- Directed by: Tom Shadyac
- Written by: Tom Shadyac
- Produced by: Jennifer Abbott Dagan Handy
- Narrated by: Tom Shadyac
- Cinematography: Roko Belic
- Edited by: Jennifer Abbott
- Production companies: Homemande Canvas Productions Shady Acres
- Distributed by: Flying Eye Productions (North America) Universal Pictures (International)
- Release date: October 2010;
- Running time: 76 minutes
- Country: United States
- Language: English

= I Am (2010 American documentary film) =

I Am is a 2010 American documentary film written, directed, and narrated by Tom Shadyac. The film asks the question: "What is wrong with the world, and what can we do about it?", and explores Shadyac's personal journey after a bicycling accident in 2007 which led him to the answers "the nature of humanity", "the world's ever-growing addiction to materialism", and "human connections". Shot with Shadyac and a team of four, the film contrasts sharply with the director's most notable comedic works, such as Ace Ventura: Pet Detective (1994), Liar Liar (1997), and Bruce Almighty (2003), all of which starred Jim Carrey.

==Background==
Tom Shadyac suffered post-concussion syndrome after a bicycle accident in Virginia in 2007, experiencing months of acute headaches and hyper-sensitivity to light and noise. He slept in a closet due to chronic tinnitus that lasted more than six months. It was this constant ringing that the doctors could not treat that led him to suicidal thoughts. The injury followed the cumulative effects of previous mild head injuries Shadyac had suffered surfing, mountain biking and playing basketball.

In 2011, a New York Times article stated that "the symptoms of a concussion [didn't] go away. Something as simple as a trip to the grocery store was painful for Shadyac, whose brain was unable to filter various stimuli. Shadyac subsequently gave away his excess fortune, opening a homeless shelter in Charlottesville, Virginia and making a key donation to Telluride, Colorado's effort to set aside a natural area at the town's entrance. He reoriented and simplified his life, sold his 17,000 sqft Los Angeles mansion and moved into a trailer park - albeit the exclusive Paradise Cove park in Malibu. As medical treatments failed to help, he isolated himself completely, sleeping in his closet and walling the windows of his mobile home with black-out curtains. Later, as his symptoms finally began to subside, the director wanted to share his inner quest in the way he knew best: through film." Shadyac linked the experience to Dante's Seventh Circle of Hell.

==Film context==
In the film, Shadyac conducts interviews with scientists, religious leaders, environmentalists and philosophers including Desmond Tutu, Noam Chomsky, Lynne McTaggart, Elisabet Sahtouris, David Suzuki, Howard Zinn, and Thom Hartmann. The film asks two central questions: What’s Wrong With the World? and What Can We Do About it?. It is about "human connectedness, happiness, and the human spirit", and explores themes including Darwinism, Western mores, loneliness, the economy, and the drive to war. The documentary includes animated scenes explaining scientific concepts, as well as clips from the films Wall Street and It's a Wonderful Life.

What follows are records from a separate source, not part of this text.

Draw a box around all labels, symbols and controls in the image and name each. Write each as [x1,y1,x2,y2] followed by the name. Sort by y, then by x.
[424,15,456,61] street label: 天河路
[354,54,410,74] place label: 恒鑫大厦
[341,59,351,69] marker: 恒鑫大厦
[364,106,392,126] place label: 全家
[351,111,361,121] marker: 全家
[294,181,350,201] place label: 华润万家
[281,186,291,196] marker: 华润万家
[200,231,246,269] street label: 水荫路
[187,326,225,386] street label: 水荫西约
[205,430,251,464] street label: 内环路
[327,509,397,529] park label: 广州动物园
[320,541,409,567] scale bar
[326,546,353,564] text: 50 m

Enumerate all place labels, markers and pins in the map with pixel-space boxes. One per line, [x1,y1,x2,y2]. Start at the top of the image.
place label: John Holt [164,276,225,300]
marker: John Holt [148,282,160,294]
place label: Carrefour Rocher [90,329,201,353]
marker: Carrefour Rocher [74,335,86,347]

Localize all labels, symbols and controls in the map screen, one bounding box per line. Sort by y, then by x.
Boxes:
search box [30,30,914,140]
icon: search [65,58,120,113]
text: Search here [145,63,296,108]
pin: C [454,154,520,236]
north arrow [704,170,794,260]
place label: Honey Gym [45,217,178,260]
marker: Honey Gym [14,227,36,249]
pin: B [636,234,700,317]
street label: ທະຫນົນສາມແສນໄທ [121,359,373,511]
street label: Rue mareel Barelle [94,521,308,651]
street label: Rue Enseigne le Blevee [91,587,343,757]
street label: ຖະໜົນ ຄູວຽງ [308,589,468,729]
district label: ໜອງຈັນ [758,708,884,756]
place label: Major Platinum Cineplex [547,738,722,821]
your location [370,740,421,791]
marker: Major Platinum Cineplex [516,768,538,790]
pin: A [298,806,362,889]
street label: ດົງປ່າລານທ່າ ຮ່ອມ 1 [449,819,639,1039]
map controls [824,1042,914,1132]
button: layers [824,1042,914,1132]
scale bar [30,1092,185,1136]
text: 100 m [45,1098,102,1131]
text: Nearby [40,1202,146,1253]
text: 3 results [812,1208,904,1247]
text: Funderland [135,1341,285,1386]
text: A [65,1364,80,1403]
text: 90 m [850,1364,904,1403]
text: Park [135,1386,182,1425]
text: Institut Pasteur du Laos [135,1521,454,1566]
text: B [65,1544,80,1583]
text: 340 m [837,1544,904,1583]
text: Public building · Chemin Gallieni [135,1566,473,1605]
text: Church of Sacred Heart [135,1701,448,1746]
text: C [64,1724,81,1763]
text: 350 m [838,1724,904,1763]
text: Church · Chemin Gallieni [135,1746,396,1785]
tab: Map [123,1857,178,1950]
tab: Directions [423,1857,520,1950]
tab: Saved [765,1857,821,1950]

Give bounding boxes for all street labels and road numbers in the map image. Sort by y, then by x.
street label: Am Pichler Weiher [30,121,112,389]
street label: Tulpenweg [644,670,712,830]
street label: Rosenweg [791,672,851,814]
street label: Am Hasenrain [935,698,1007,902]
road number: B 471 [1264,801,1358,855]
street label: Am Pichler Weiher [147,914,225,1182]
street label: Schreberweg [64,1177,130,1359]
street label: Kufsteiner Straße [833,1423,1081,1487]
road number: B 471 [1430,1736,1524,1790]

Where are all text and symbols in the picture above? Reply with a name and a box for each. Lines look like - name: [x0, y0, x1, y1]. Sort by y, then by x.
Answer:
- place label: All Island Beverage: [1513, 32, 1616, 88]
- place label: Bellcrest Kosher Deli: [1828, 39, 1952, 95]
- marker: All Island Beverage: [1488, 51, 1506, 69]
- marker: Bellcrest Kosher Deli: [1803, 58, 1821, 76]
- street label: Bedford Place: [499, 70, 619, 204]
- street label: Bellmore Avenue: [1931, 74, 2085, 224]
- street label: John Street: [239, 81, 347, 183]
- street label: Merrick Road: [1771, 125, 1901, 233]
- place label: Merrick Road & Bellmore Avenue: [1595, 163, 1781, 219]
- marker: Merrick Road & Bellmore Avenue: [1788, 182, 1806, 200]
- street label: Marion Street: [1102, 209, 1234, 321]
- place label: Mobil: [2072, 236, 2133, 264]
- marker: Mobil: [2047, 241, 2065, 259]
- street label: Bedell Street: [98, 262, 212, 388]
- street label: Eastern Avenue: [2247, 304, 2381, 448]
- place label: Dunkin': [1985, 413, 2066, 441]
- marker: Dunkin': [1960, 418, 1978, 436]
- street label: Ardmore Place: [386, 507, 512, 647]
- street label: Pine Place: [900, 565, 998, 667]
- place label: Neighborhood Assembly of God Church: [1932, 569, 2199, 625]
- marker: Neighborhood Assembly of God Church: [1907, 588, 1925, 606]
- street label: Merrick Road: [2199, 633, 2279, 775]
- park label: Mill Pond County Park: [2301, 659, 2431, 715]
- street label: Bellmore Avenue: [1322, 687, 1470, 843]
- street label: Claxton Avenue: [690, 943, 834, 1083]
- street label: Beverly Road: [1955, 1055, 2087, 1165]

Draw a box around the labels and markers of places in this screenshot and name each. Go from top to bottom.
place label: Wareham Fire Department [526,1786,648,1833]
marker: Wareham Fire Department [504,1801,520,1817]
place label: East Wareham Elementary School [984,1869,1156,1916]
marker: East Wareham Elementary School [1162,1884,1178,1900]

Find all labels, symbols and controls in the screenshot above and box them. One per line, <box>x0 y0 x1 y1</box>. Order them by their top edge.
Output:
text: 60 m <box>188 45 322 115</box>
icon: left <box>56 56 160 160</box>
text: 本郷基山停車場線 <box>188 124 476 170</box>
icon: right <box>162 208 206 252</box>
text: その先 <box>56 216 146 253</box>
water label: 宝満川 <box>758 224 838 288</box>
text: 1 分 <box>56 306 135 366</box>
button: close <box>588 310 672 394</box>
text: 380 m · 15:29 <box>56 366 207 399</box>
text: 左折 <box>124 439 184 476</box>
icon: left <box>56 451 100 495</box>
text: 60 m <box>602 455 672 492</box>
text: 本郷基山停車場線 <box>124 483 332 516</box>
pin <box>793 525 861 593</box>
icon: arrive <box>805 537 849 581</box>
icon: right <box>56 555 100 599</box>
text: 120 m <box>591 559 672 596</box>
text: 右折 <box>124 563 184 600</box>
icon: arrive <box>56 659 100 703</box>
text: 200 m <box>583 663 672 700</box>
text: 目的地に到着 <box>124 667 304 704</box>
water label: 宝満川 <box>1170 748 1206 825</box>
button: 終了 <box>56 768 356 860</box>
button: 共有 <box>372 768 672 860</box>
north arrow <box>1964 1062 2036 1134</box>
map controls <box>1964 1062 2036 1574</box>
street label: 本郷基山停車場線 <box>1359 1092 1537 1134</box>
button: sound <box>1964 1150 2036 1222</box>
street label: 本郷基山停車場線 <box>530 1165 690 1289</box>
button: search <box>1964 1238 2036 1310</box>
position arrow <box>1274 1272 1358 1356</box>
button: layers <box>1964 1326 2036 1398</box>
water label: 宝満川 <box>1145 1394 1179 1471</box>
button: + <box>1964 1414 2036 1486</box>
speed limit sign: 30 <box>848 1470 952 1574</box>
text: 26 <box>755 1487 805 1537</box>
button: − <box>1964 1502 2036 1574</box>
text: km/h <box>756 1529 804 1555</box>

Proceeds from the documentary went to the Foundation for I Am, which supports various charities.

==Reception==
On Rotten Tomatoes, the film has an approval rating of 36% based on 47 reviews, with an average rating of 5.16/10. The website's critical consensus reads, "I Am is undeniably well-meaning - and unfortunately proof that a filmmaker's best intentions aren't enough to guarantee a worthwhile viewing experience." On Metacritic the film has a score of 38 out of 100, based on 18 critics, indicating "generally unfavorable" reviews.

The Los Angeles Times said the film was "a collection of sound bites that validate the filmmaker's point of view. What lifts the film above its dubious boilerplate assemblage of talking heads and archival images is Shadyac himself. With his gentle, self-mocking humor, he comes across as an exceptionally mellow, earnest and likable guy." Film critic Roger Ebert gave the film a mixed review, awarding the film two stars out of four and stating that "the film is often absurd and never less than giddy with uplift, but that's not to say it's bad. I watched with an incredulous delight, and at the end, I liked Tom Shadyac quite a lot...he offers us this hopeful if somewhat undigested cut of his findings, in a film as watchable as a really good TV commercial, and just as deep."